** What the exercise asks **
Print all records exactly, leaving nothing out.

** Record set **
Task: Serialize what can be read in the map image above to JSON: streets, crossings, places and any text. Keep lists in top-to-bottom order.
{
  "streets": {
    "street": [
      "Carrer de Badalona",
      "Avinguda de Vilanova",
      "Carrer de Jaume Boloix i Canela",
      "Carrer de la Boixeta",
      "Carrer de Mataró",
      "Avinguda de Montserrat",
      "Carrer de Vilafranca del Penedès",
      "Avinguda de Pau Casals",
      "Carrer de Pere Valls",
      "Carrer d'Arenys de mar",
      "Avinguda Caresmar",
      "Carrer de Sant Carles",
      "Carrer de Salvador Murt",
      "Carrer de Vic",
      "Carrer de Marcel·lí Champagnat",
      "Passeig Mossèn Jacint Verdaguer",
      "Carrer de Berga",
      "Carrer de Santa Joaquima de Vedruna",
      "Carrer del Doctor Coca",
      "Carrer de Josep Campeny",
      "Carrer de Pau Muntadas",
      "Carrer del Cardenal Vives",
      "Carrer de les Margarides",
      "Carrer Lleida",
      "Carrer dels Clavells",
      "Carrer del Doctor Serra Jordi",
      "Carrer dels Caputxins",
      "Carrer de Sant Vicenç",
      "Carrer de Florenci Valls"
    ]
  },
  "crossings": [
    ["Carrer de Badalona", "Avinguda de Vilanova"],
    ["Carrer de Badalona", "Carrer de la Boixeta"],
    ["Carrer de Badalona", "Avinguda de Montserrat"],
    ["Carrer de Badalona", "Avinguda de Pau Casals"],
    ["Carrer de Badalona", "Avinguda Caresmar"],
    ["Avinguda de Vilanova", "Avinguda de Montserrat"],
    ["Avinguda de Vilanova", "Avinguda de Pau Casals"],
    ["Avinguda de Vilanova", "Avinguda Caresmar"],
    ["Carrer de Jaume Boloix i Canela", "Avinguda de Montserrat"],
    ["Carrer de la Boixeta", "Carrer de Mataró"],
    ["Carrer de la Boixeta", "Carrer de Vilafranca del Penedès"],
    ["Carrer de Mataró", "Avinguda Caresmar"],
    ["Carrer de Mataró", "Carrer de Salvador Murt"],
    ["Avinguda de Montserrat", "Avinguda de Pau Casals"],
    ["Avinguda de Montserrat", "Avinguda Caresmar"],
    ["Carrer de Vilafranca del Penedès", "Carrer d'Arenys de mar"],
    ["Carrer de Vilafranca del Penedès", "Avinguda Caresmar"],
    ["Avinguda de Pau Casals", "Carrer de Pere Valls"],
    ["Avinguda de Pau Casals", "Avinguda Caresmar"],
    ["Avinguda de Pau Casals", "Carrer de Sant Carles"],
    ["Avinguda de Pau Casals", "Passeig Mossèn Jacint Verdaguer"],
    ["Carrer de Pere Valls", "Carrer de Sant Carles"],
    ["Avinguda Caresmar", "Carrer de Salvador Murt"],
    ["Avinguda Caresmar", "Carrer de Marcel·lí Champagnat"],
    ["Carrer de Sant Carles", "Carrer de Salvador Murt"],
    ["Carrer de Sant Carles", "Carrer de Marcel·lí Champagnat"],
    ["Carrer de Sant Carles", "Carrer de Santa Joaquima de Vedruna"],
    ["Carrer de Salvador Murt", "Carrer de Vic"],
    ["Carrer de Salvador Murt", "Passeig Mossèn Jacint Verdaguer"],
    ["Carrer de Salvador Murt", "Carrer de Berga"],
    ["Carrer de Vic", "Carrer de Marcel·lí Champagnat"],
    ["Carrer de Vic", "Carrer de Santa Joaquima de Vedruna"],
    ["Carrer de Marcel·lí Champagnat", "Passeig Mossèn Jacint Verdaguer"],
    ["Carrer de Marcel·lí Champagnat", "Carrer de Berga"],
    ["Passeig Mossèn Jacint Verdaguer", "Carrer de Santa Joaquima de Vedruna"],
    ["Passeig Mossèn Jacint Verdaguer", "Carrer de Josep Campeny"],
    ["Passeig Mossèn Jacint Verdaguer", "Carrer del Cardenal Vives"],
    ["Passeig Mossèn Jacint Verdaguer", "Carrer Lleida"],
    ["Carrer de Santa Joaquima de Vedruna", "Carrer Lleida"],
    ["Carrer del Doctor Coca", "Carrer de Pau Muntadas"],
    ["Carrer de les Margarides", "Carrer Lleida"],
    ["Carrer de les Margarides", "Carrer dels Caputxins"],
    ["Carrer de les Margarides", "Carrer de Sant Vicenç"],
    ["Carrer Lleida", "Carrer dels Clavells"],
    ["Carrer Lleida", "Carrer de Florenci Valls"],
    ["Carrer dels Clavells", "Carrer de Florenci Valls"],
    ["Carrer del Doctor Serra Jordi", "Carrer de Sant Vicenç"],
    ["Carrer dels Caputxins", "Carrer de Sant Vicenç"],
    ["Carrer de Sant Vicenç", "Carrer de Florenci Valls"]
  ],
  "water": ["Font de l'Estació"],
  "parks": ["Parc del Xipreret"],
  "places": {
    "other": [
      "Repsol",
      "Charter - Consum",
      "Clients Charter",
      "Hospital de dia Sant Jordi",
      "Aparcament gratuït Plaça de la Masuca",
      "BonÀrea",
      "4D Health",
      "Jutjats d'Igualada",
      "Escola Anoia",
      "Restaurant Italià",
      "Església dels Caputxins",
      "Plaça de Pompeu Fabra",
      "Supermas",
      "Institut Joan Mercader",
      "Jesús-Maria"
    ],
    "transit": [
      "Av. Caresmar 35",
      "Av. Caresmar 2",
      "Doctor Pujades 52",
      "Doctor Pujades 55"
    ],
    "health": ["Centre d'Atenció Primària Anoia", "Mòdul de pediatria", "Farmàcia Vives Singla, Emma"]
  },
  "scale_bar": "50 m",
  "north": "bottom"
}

** Solution **
Task: Serialize what can be read in the map image above to JSON: streets, crossings, places and any text. Keep lists in top-to-bottom order.
{
  "streets": {
    "street": [
      "Carrer de Badalona",
      "Avinguda de Vilanova",
      "Carrer de Jaume Boloix i Canela",
      "Carrer de la Boixeta",
      "Carrer de Mataró",
      "Avinguda de Montserrat",
      "Carrer de Vilafranca del Penedès",
      "Avinguda de Pau Casals",
      "Carrer de Pere Valls",
      "Carrer d'Arenys de mar",
      "Avinguda Caresmar",
      "Carrer de Sant Carles",
      "Carrer de Salvador Murt",
      "Carrer de Vic",
      "Carrer de Marcel·lí Champagnat",
      "Passeig Mossèn Jacint Verdaguer",
      "Carrer de Berga",
      "Carrer de Santa Joaquima de Vedruna",
      "Carrer del Doctor Coca",
      "Carrer de Josep Campeny",
      "Carrer de Pau Muntadas",
      "Carrer del Cardenal Vives",
      "Carrer de les Margarides",
      "Carrer Lleida",
      "Carrer dels Clavells",
      "Carrer del Doctor Serra Jordi",
      "Carrer dels Caputxins",
      "Carrer de Sant Vicenç",
      "Carrer de Florenci Valls"
    ]
  },
  "crossings": [
    ["Carrer de Badalona", "Avinguda de Vilanova"],
    ["Carrer de Badalona", "Carrer de la Boixeta"],
    ["Carrer de Badalona", "Avinguda de Montserrat"],
    ["Carrer de Badalona", "Avinguda de Pau Casals"],
    ["Carrer de Badalona", "Avinguda Caresmar"],
    ["Avinguda de Vilanova", "Avinguda de Montserrat"],
    ["Avinguda de Vilanova", "Avinguda de Pau Casals"],
    ["Avinguda de Vilanova", "Avinguda Caresmar"],
    ["Carrer de Jaume Boloix i Canela", "Avinguda de Montserrat"],
    ["Carrer de la Boixeta", "Carrer de Mataró"],
    ["Carrer de la Boixeta", "Carrer de Vilafranca del Penedès"],
    ["Carrer de Mataró", "Avinguda Caresmar"],
    ["Carrer de Mataró", "Carrer de Salvador Murt"],
    ["Avinguda de Montserrat", "Avinguda de Pau Casals"],
    ["Avinguda de Montserrat", "Avinguda Caresmar"],
    ["Carrer de Vilafranca del Penedès", "Carrer d'Arenys de mar"],
    ["Carrer de Vilafranca del Penedès", "Avinguda Caresmar"],
    ["Avinguda de Pau Casals", "Carrer de Pere Valls"],
    ["Avinguda de Pau Casals", "Avinguda Caresmar"],
    ["Avinguda de Pau Casals", "Carrer de Sant Carles"],
    ["Avinguda de Pau Casals", "Passeig Mossèn Jacint Verdaguer"],
    ["Carrer de Pere Valls", "Carrer de Sant Carles"],
    ["Avinguda Caresmar", "Carrer de Salvador Murt"],
    ["Avinguda Caresmar", "Carrer de Marcel·lí Champagnat"],
    ["Carrer de Sant Carles", "Carrer de Salvador Murt"],
    ["Carrer de Sant Carles", "Carrer de Marcel·lí Champagnat"],
    ["Carrer de Sant Carles", "Carrer de Santa Joaquima de Vedruna"],
    ["Carrer de Salvador Murt", "Carrer de Vic"],
    ["Carrer de Salvador Murt", "Passeig Mossèn Jacint Verdaguer"],
    ["Carrer de Salvador Murt", "Carrer de Berga"],
    ["Carrer de Vic", "Carrer de Marcel·lí Champagnat"],
    ["Carrer de Vic", "Carrer de Santa Joaquima de Vedruna"],
    ["Carrer de Marcel·lí Champagnat", "Passeig Mossèn Jacint Verdaguer"],
    ["Carrer de Marcel·lí Champagnat", "Carrer de Berga"],
    ["Passeig Mossèn Jacint Verdaguer", "Carrer de Santa Joaquima de Vedruna"],
    ["Passeig Mossèn Jacint Verdaguer", "Carrer de Josep Campeny"],
    ["Passeig Mossèn Jacint Verdaguer", "Carrer del Cardenal Vives"],
    ["Passeig Mossèn Jacint Verdaguer", "Carrer Lleida"],
    ["Carrer de Santa Joaquima de Vedruna", "Carrer Lleida"],
    ["Carrer del Doctor Coca", "Carrer de Pau Muntadas"],
    ["Carrer de les Margarides", "Carrer Lleida"],
    ["Carrer de les Margarides", "Carrer dels Caputxins"],
    ["Carrer de les Margarides", "Carrer de Sant Vicenç"],
    ["Carrer Lleida", "Carrer dels Clavells"],
    ["Carrer Lleida", "Carrer de Florenci Valls"],
    ["Carrer dels Clavells", "Carrer de Florenci Valls"],
    ["Carrer del Doctor Serra Jordi", "Carrer de Sant Vicenç"],
    ["Carrer dels Caputxins", "Carrer de Sant Vicenç"],
    ["Carrer de Sant Vicenç", "Carrer de Florenci Valls"]
  ],
  "water": ["Font de l'Estació"],
  "parks": ["Parc del Xipreret"],
  "places": {
    "other": [
      "Repsol",
      "Charter - Consum",
      "Clients Charter",
      "Hospital de dia Sant Jordi",
      "Aparcament gratuït Plaça de la Masuca",
      "BonÀrea",
      "4D Health",
      "Jutjats d'Igualada",
      "Escola Anoia",
      "Restaurant Italià",
      "Església dels Caputxins",
      "Plaça de Pompeu Fabra",
      "Supermas",
      "Institut Joan Mercader",
      "Jesús-Maria"
    ],
    "transit": [
      "Av. Caresmar 35",
      "Av. Caresmar 2",
      "Doctor Pujades 52",
      "Doctor Pujades 55"
    ],
    "health": ["Centre d'Atenció Primària Anoia", "Mòdul de pediatria", "Farmàcia Vives Singla, Emma"]
  },
  "scale_bar": "50 m",
  "north": "bottom"
}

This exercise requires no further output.